Saturday, August 15, 2020

God’s love for the world

WE have to remember that how God loves the world should
also be how we ought to love the world, and everything in it, whether
it is attractive to us or not, favorable to us or not.

            God’s love knows how to deal with all the possible
conditions and situations, good or bad, that the world can get into,
thanks but no thanks to the way we use our freedom. So. we should not
be afraid nor hesitate to channel that love that is actually proper to
us, we being his image and likeness.

            God loves the world because in the first place it is his
own creation. Remember that in the story of the creation, he finished
his work of creation by saying that “it was good,” and that he rested
on the seventh day.

            That means that he entered into intimate communion with
his whole creation. He did not just create the world and left it to be
on its own. He continues not only to be in the world, but also to love
it, preserving and governing it with his all-wise and merciful
providence.

            And even if, due to our sin, the world got detached from
God as to become one of the enemies of our soul and the source of
temptations together with our weakened flesh and the devil himself,
God continues to love the world.

            “God so loved the world that he gave his only son, that
whoever believes in him should not perish but have eternal life,” we
are told. “For God sent his son into the world, not to condemn the
world, but that the world might be saved through him.” (Jn 3,16-17)

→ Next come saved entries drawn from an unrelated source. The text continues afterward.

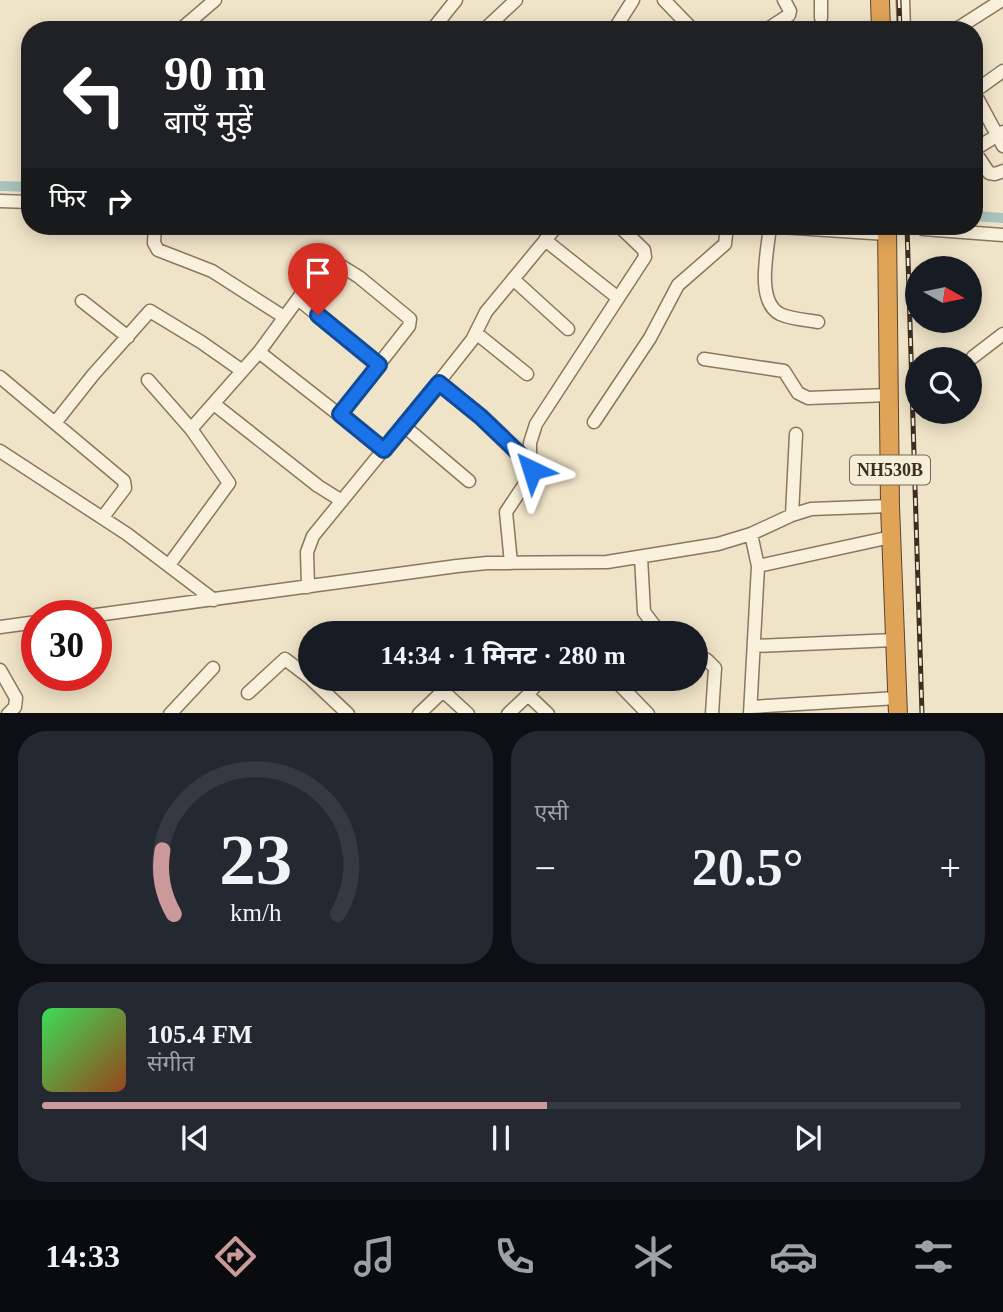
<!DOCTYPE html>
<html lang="hi">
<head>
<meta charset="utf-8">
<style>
	body { margin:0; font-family:"Times New Roman","Noto Sans Devanagari",serif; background:#242831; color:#f1f3f6; height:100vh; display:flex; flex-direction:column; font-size:26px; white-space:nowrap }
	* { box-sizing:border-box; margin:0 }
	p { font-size:23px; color:#9ea1a6 }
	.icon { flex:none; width:38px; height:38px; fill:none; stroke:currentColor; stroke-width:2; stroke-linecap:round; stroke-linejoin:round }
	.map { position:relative; height:713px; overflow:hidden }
	.side { display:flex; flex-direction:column; gap:18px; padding:18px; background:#0d0f14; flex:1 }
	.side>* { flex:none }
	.guide { position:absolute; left:21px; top:21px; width:962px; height:214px; border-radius:28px; box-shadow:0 4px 18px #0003; background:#202124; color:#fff; overflow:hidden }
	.needle { width:46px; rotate:99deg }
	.buttons { position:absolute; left:905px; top:256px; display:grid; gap:14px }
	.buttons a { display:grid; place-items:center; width:77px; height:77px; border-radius:50%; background:#171b24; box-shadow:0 4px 18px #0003; font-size:35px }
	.speed { position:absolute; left:21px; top:600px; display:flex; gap:14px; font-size:35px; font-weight:700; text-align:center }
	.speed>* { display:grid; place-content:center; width:91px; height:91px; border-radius:50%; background:#171b24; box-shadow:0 4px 18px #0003; line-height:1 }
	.speed .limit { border:10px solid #d22; background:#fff; color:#111 }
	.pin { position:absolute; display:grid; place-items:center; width:60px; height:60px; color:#fff; margin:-72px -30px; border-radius:50% 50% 50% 0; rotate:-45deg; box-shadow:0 0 7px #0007 }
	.pin .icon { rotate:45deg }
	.me { position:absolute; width:77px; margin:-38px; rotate:319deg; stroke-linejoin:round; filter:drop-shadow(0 0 5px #0008) }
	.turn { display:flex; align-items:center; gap:24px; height:147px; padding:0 28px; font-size:32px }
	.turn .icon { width:91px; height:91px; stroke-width:2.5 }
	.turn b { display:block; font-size:49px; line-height:60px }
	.then { display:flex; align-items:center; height:66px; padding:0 28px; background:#0003; gap:14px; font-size:26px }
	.big { font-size:52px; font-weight:700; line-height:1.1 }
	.side .tile { flex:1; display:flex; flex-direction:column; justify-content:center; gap:10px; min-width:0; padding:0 24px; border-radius:28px; background:#242831 }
	.side .dial { align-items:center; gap:0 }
	.dial svg { height:182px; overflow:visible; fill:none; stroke:#363941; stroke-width:7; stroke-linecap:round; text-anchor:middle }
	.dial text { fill:#f1f3f6; stroke:none }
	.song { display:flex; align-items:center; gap:21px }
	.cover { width:84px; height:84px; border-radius:10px; background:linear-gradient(135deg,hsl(130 70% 55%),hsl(20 70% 35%)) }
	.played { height:7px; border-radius:4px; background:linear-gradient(90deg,#cc999b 55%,#363941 55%) }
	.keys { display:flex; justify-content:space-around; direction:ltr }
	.heat { display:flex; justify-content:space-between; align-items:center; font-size:38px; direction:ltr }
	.side .tiles { flex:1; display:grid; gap:18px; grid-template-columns:1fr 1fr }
	.tile:last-child { grid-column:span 2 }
	.trip { position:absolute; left:298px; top:621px; width:410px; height:70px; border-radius:35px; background:#171b24; box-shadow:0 4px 18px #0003; font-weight:700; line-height:70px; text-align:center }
	.tabs { display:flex; height:112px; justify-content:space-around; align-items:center; background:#090b0e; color:#9ea1a6 }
	.tabs .icon { width:49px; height:49px }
	.tabs .selected { color:#cc999b }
	.tabs b { font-size:32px; color:#f1f3f6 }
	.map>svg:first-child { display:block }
</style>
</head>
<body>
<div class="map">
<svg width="1003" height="714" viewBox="0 0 1003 714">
	<rect width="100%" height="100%" fill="#f0e4c8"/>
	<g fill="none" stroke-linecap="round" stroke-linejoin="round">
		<path stroke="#a9c4bc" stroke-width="10" d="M0,186L30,187
			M975,216L1003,218"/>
		<g stroke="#8d765c" stroke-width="15">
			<path id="minor" d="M664,0L693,30
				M903,0L904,30
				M821,18V0
				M180,30L215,0
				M432,30L456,0
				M484,30L516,0
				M614,30L633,0
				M766,30L789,15L790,11L784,0
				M955,30L1002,0
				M975,91L1003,71
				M975,94L1003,146
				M975,149L1003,132
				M975,152L989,173L995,174L1003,171
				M0,201L30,202
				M155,226L154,243L158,250L212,271L284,317
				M765,226L887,234
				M770,226C768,249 755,301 780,314C791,319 806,320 818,322
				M919,226L923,229L1003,235
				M545,240L618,298
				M513,279L568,329
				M298,299L379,365
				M82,301L128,337
				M476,333L527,374
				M259,352L384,450
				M973,357L1003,334
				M704,359L784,371L798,393L808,398L889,395
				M0,377L124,481L125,488L103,517
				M148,380L191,429L229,483L169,565
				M438,383L481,417L531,465
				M214,404L318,486L342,501
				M594,422L650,338L678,285L725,244L727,226
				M55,423L93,375L150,311L201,342L241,370
				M404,426L469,481
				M191,429L259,352L325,262L330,259L359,277L410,319L409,326L340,414
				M0,451L127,534L214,600
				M792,515L796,434
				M641,557L644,612L661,634
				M511,563L506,512L530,476V443L536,424L645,257L644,250L619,226
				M758,566L891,537
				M308,587L307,552L313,536L438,383L472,340L486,312L557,226
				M89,616L457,566L487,563L607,562L718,544L751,534L792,515L811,509L890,506
				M0,627L37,622
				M755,646L894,640
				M695,654L707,660L715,668L712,714
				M0,670L16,698L15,707L8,714
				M311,679L348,714
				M614,679L648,714
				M248,693L285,659L310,678
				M528,695L548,714
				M751,707L897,698
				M170,714L213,668
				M419,714L443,691L468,714
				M508,714L528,695L540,679
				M750,714L758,566L751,534"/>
		</g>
		<g stroke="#5b4430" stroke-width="20">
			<path id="highway" d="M880,0L881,30
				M887,226L890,506L898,714"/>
		</g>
		<use href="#minor" stroke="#faf1dc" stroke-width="12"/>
		<use href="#highway" stroke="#e0a458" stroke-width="18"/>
		<g stroke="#3d2e20" stroke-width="5">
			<path id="rail" d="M899,0L900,30
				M907,226L922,714"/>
		</g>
		<use href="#rail" stroke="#f7eed8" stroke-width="2.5" stroke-dasharray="8" stroke-linecap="butt"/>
	</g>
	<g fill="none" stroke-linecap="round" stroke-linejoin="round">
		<g stroke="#114b97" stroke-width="18">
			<path id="route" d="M318,315L379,365L340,414L384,450L439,383L481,417L531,465L532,470"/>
		</g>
		<use href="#route" stroke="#1a73e8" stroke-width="12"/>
	</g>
	<g text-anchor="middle" stroke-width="7" stroke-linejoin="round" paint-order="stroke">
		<rect fill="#f7eed8" stroke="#756857" stroke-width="2" x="850" y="455.5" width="80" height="29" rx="5"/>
		<g font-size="18" font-weight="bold" fill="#3d2e20">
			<text x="890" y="476">NH530B</text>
		</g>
	</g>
</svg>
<div class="buttons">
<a><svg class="needle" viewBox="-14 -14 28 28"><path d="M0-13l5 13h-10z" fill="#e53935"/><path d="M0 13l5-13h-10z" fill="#9ea1a6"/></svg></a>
<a><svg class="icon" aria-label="search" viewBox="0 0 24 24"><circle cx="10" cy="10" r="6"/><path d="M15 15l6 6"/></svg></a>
</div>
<div class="speed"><div class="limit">30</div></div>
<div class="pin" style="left:318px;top:315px;background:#d93025"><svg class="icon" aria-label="arrive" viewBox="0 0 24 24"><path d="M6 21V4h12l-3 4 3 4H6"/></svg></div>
<svg class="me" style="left:532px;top:470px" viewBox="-20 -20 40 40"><path d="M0-17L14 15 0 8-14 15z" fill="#1a73e8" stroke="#fff" stroke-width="4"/></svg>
<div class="trip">14:34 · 1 मिनट · 280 m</div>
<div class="guide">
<div class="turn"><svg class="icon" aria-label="left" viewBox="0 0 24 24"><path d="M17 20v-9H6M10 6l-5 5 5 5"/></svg><div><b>90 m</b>बाएँ मुड़ें</div></div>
<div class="then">फिर<svg class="icon" aria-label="right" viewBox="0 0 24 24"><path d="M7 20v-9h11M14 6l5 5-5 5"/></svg></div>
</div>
</div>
<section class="side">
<div class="tiles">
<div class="tile dial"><svg viewBox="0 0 100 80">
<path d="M14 69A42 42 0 1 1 86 69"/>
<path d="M14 69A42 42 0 0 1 9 41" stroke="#cc999b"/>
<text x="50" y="56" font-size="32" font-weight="700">23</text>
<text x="50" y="72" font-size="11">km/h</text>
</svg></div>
<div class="tile"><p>एसी</p>
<div class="heat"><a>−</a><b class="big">20.5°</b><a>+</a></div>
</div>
<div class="tile">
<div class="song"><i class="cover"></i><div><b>105.4 FM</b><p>संगीत</p></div></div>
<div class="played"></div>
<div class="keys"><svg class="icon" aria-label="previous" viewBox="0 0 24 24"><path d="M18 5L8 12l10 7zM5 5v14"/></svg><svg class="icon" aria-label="pause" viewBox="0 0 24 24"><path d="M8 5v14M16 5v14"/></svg><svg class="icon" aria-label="next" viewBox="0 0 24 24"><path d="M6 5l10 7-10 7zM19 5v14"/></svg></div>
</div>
</div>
</section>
<nav class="tabs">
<b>14:33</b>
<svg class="icon selected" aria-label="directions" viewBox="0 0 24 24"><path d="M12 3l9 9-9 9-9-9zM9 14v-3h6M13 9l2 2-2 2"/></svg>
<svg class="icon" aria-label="music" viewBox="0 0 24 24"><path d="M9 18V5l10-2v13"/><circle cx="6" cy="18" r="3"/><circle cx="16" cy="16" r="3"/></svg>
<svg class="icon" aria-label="phone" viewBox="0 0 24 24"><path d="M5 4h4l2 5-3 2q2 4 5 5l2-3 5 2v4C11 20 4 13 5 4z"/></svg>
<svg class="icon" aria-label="climate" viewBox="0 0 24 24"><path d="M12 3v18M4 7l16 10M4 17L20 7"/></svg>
<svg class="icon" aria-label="car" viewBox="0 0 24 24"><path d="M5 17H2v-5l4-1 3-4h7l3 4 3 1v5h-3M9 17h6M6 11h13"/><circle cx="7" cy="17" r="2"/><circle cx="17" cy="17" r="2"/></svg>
<svg class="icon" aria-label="filters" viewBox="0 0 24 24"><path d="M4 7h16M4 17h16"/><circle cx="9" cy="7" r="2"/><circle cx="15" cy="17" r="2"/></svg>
</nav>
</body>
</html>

            This should also be our attitude toward the world. We
should not be scandalized by the sinfulness of the world and its
detachment and even hostility against God. This condition of the world
should somehow make our love for it grow even more, as it did in the
heart of God.

            In a sense, we could say that God could not abandon the
world, even if it has gone nuts. Like the Good Shepherd as taught and
portrayed by Christ, God will always look after the lost world just as
the Good Shepherd would look after the lost sheep.

            This kind of love is actually reflected in its basic form
in our natural behavior, seen especially in family life. The parents,
especially the mothers, will always love their children even if the
children do not correspond to that love or even if they give problems
to them. Of course, human as they are, as we are, parents can have
limits to this kind of love. But God’s love has not limits.

            This is expressed in that beautiful passage from the Book
of Isaiah where it is said, “Can a woman forget her sucking child,
that she should have no compassion on the son of her womb? Even these
may forget, yet I will not forget you.” (49,15)

            God loves the world because of his great love for us who
are in the world. Let’s remember that most moving appeal of Christ to
his Father just before he entered into his passion and death: “I do
not pray that you should take them out of the world, but that you
should keep them from the evil one. They are not of the world, even as
I am not of the world.” (Jn 17,15-16)

            Here, Christ is distinguishing between simply being in the
world and being worldly. God’s love for the world, which we have to
channel ourselves, simply affirms the world’s original relation to
man. It is where we ought to develop our love for God. In itself, it
is not bad. What makes it bad is when we make it our own God, our
definitive domicile.

            We need to be clear about the proper relation the world
has to us, so we can love it the way God loves it.